If you are signing up to a free online dating site, but you’re not single, you may be considering embarking on a flirty friendship Without physical contact, can your emotional affair still be considered cheating?

An Affair Of The Heart

An emotional affair happens between two people, at least one of which is in a committed relationship with someone else. There is emotional connection without intimate physical contact.

It might start when a genuinely platonic friendship becomes more intimate, or when someone who is attached, intentionally seeks out someone new to connect with.

Whilst some people believe this type of contact is nothing more than harmless flirting between friends, the spouse left out of the conversation is likely to feel differently.

A Bit Of Harmless Flirting

Often emotional affairs are conducted via texts, emails and online messages. It can start out as a bit of banter between friends, before the connection deepens, and a trusting relationship develops. But since little of this relationship is conducted face-to-face, the people involved are more likely to see it is a flirty friendship, than a potential marriage-breaker.
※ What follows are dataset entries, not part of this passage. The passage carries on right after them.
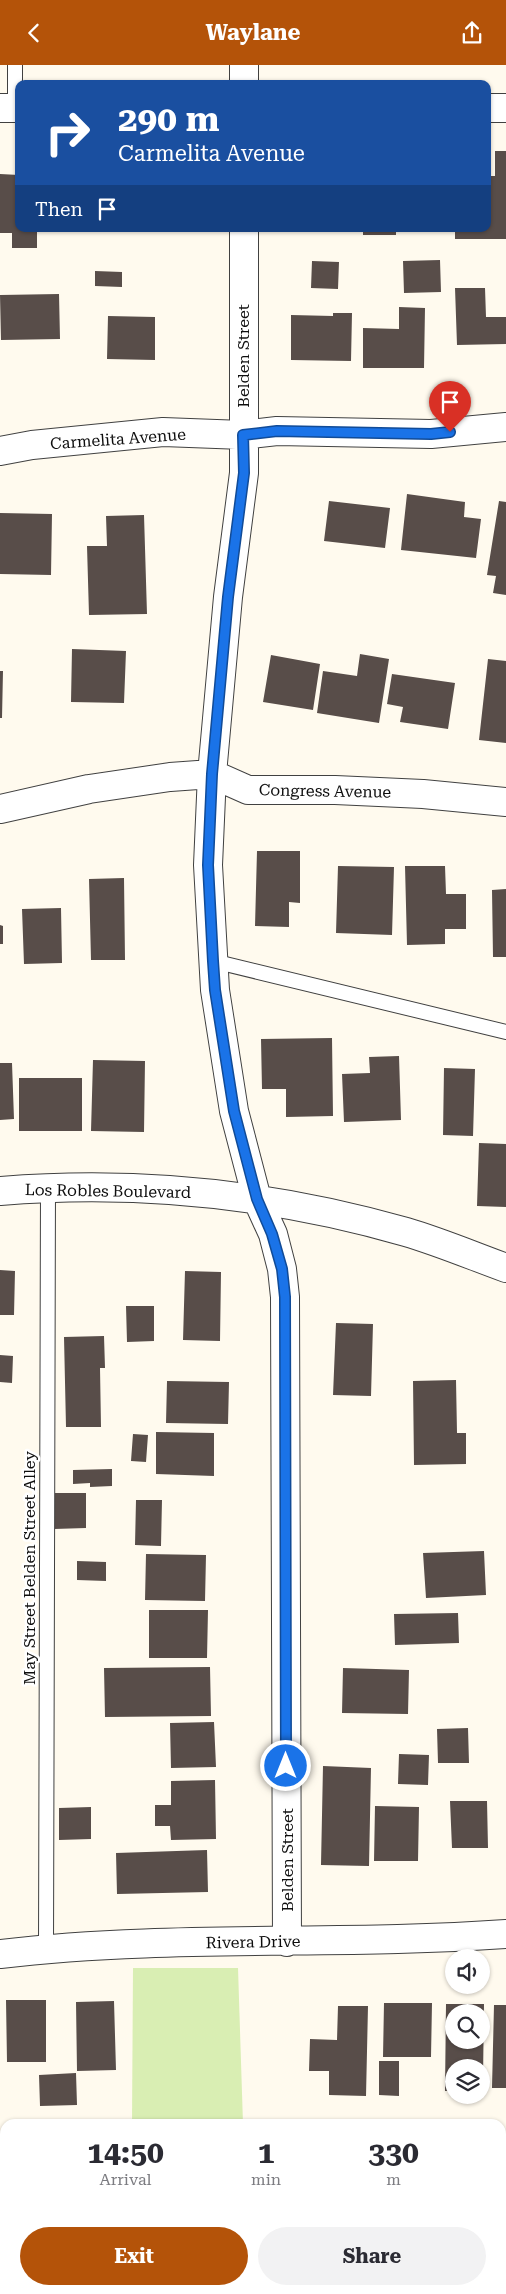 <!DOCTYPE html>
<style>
:root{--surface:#fff;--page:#f2f2f3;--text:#2b2b33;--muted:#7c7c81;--accent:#b45309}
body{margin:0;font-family:"Roboto Serif",serif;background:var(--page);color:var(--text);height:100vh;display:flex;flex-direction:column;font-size:19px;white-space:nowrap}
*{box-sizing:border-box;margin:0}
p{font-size:16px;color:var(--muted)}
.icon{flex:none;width:28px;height:28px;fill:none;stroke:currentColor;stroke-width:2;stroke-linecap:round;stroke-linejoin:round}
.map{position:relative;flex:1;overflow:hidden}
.panel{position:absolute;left:0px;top:2054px;width:506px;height:176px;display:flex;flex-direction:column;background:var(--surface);border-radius:15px 15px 0 0;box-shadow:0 1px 4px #0004}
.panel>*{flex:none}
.top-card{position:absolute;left:15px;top:15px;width:476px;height:152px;border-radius:10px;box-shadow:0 1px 4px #0004;background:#1a4fa0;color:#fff;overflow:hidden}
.controls{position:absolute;left:445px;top:1884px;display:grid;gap:10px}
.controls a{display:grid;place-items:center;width:45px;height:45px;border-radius:50%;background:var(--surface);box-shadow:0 1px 4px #0004;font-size:25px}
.pin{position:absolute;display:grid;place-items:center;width:42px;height:42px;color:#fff;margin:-51px -21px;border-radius:50% 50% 50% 0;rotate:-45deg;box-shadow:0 0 5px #0007}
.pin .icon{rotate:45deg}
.me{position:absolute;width:55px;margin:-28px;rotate:0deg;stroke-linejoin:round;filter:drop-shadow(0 0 4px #0008)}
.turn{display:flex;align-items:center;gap:18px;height:105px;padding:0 20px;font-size:22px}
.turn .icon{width:65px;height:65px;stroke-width:2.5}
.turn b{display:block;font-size:35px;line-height:42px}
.then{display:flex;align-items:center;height:48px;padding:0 20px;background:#0003;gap:10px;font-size:19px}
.eta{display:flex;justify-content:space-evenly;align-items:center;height:85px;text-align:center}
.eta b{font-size:30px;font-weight:700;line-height:35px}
.cta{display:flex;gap:10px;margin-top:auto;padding:10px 20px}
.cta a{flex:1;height:58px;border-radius:30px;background:var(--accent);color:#fff;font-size:20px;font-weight:700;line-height:58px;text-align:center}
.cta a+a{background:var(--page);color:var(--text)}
header{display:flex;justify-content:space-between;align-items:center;height:65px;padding:0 20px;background:var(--accent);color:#fff;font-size:22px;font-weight:700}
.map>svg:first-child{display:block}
</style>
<header><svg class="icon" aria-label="back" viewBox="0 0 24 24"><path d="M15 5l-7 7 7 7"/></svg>Waylane<svg class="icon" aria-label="share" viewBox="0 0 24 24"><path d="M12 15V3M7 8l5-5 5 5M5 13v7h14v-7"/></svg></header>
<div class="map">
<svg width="506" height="2229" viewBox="0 0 506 2229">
<rect width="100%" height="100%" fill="#fffaee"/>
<path fill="#d9eeb3" d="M133,1903H238L243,2059H132Z"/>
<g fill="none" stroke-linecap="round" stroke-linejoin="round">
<path stroke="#ade9fd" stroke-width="56" d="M0,2186L5,2185
M267,2225L286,2229"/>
</g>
<path fill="#584d49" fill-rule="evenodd" d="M495,86H506V174H455V164H488V111H495Z
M0,109L19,110V164H37V183H12V168H0Z
M363,164H396V170H363Z
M440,195L441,227L404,228L403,196Z
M312,196L339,197L338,224L311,223Z
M95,206L122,207V222L95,221Z
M455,223H485L486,252H506V279L457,280Z
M59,229L60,274L1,275L0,230Z
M399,242L425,243L424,303H363V263L399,264Z
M333,248H352L351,296L291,295V250L333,251Z
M108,251L155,252V295L107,294Z
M407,429L465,437L464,452L481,454L476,493L401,485Z
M329,436L390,443L385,483L324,476Z
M499,436L506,437V530L493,528L496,511L487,510Z
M0,448L52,449L51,510L0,509Z
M144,450L147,549L89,550L87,481H107L106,451Z
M72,584L126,586L124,638L71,637Z
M360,589L389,594L379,658L317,648L323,606L357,611Z
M271,590L320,599L313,645L263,637Z
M488,594L506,596V678L479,675Z
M0,606H3L2,653H0Z
M392,609L455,618L448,664L400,657L403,642L387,639Z
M257,786H300V838L289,837V862L255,861Z
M338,801L394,802L392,870L336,868Z
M405,801H445L446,829H466V864H445V879L407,880Z
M124,813L125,895H91L89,814Z
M506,824V892H493L492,825Z
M61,843L62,898L24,899L22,844Z
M0,860L3,861V879H0Z
M332,973L333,1051L286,1052V1024H262L261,974Z
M399,991L401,1055L344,1057L342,1009L370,1008L369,992Z
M93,995L145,996L144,1067L91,1066Z
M0,998H12L14,1054L0,1055Z
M444,1003L475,1004L473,1071L443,1070Z
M19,1013H82V1066H19Z
M479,1078L506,1079V1142L477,1141Z
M0,1205L15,1206L14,1250H0Z
M185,1206L221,1207L220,1276L183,1275Z
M126,1241H154V1276L127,1277Z
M336,1258L373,1259L371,1331L333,1330Z
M104,1271L105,1303H100L101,1362H66L64,1272Z
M0,1290L13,1291L12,1318L0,1317Z
M456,1315L457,1368H466V1399L414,1400L413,1316Z
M167,1316L229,1317L228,1359L166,1358Z
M156,1367L214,1368V1411L156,1409Z
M133,1369L148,1370L146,1397L131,1396Z
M112,1404V1421L90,1422V1418L73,1419V1405Z
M53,1428H86V1463L54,1464Z
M136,1435H162L161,1481L135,1480Z
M484,1486L486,1530L426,1533L423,1488Z
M146,1489L206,1490L205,1536L145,1535Z
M77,1496L106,1497V1516L77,1515Z
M149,1545H208L207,1593H149Z
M458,1548L459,1578L395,1580L394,1549Z
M210,1602L211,1651L105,1652L104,1603Z
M343,1603L409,1605L408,1649L342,1648Z
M214,1657L216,1702L171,1703L170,1658Z
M468,1663L469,1698H438L437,1664Z
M399,1689L429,1690L428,1720L398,1719Z
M323,1701L371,1703L369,1801L321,1800Z
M215,1715L216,1774L171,1775L170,1761H155V1740H171V1716Z
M450,1736H487L488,1783H452Z
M375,1741L419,1742L418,1796H374Z
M91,1742V1774L59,1775V1743Z
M207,1785L208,1827L117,1829L116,1788Z
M6,1935H46V1997H7Z
M114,1936L116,2005L77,2006L76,1937Z
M384,1938H432L431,1992H383Z
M446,1939H484L483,2014H481V2002H454V2026H445ZM454,1948H481V1975H454Z
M494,1940H506V2023H492Z
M338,1941H368L366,2031L329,2030V2006H309L310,1974L337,1975Z
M379,1996H399V2031L379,2030Z
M76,2008L77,2040L40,2041L39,2010Z"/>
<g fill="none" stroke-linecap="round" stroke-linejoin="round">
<g stroke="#414141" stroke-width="16">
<path id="lane" d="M15,0V43
M213,896L506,967
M46,1884L48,1122"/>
</g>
<g stroke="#414141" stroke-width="30">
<path id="street" d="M244,0V19
M0,43H19
M488,43H506
M244,164V408L228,532L212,709L208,800L215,925L234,1046L257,1134L273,1169L282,1204L285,1232L287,1877
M0,386L32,380L163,367L243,370L277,366L431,369L506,362
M0,744L89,724L170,712L212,709L248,725H335L423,729L506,737
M0,1126C136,1115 274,1129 406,1167C440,1177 473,1191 506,1203
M0,1889C168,1869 338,1881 506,1869"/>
</g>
<use href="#lane" stroke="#fff" stroke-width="14"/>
<use href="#street" stroke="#fff" stroke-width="28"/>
</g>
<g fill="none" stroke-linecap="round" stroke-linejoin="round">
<g stroke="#114b97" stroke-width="12">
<path id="route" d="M286,1701L285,1232L282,1204L272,1169L257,1134L234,1046L215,925L213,896L208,800L212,709L228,532L244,408L243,370L277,366L431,369L450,367"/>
</g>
<use href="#route" stroke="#1a73e8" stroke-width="9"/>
</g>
<g text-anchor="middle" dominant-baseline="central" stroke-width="5" stroke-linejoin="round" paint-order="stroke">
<g font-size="16" fill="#0e0e0e" stroke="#fff">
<text transform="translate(243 291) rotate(-90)">Belden Street</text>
<text transform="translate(118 374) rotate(-4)">Carmelita Avenue</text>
<text transform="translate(325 726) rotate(1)">Congress Avenue</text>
<text transform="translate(108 1126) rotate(1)">Los Robles Boulevard</text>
<text transform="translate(29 1503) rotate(-90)">May Street Belden Street Alley</text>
<text transform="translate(287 1795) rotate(-90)">Belden Street</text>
<text transform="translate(253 1877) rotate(-1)">Rivera Drive</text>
</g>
</g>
</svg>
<div class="controls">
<a><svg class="icon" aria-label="sound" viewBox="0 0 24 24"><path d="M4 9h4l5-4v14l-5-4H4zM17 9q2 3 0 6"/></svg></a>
<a><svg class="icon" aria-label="search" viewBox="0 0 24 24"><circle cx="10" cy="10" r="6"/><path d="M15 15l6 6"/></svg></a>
<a><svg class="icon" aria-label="layers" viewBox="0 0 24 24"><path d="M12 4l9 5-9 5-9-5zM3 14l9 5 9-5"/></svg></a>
</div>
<div class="pin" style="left:450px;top:367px;background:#d93025"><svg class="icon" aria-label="arrive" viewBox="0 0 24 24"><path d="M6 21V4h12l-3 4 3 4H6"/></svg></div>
<svg class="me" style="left:286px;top:1701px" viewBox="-20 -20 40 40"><circle r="17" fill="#1a73e8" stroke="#fff" stroke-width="3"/><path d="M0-11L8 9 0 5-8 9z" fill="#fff"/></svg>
<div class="top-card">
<div class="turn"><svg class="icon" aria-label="right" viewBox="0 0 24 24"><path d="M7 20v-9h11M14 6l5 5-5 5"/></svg><div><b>290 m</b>Carmelita Avenue</div></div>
<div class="then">Then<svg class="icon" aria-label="arrive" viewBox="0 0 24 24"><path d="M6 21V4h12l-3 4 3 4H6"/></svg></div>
</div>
<section class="panel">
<div class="eta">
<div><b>14:50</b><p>Arrival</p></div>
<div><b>1</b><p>min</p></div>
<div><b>330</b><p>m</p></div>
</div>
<div class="cta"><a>Exit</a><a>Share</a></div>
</section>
</div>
The central argument against an emotional affair being considered as ‘cheating’ is that there is no physical intimacy between the people involved.

Relationship Breaker

Against this single, but substantial, argument, is a whole host of reasons why the partners of people engaged in an emotional affair, may feel cheated on:

1. Their partner has had a secret life. Long-term relationships are built on trust, and the revelation that a partner has been sharing their innermost thoughts with someone else is likely to take its toll on that trust. No doubt some lies will have been spun to explain away absences. In order for the emotional affair to have been conducted in secret, there must have been secrets kept, which in itself is a betrayal.

2. Misdirected time, financial and emotional investment. To develop a relationship to a level of intimacy, there needs to be a considerable investment in terms of time, and emotionally. If the couple having the affair have enjoyed dates together, there is likely to have been costs involved to. Partners will likely feel that the investment would have been better spent on the existing relationship.

3. It wasn’t physical yet. Just because the affair was only ’emotional’ when it was discovered, doesn’t mean it would have stayed that way. Perhaps it would have developed into physical intimacy in time.

A Huge Gamble

The impact an emotional affair can have on a relationship very much depends on the people involved. To embark on intimacy with someone other than your partner is a huge gamble. You might have a partner who is willing to either ignore or accept the ‘friendship’, and to continue loving you in the same way as they always have. On the other hand, your partner may feel deeply betrayed by having unknowingly shared your heart with someone else.

Are You Cheating?

If at any stage you have a nagging feeling that you wouldn’t like the relationship to be uncovered, even if there has been no physical intimacy, you could be cheating.

Consider how this relationship will develop over the next year. Will it remain non-physical? How will your partner feel if they found out? Are you currently doing, or saying anything that you would rather your partner didn’t know about?

Be honest with yourself about why the affair started in the first place? What need was it meeting that wasn’t being fulfilled by your current relationship?

If you are only in the early stages of an emotional affair, you may be able to bring it tactfully to your partner’s attention, and continue with a public, platonic friendship. For affairs that have been ongoing for sometime, the only real escape is to end contact.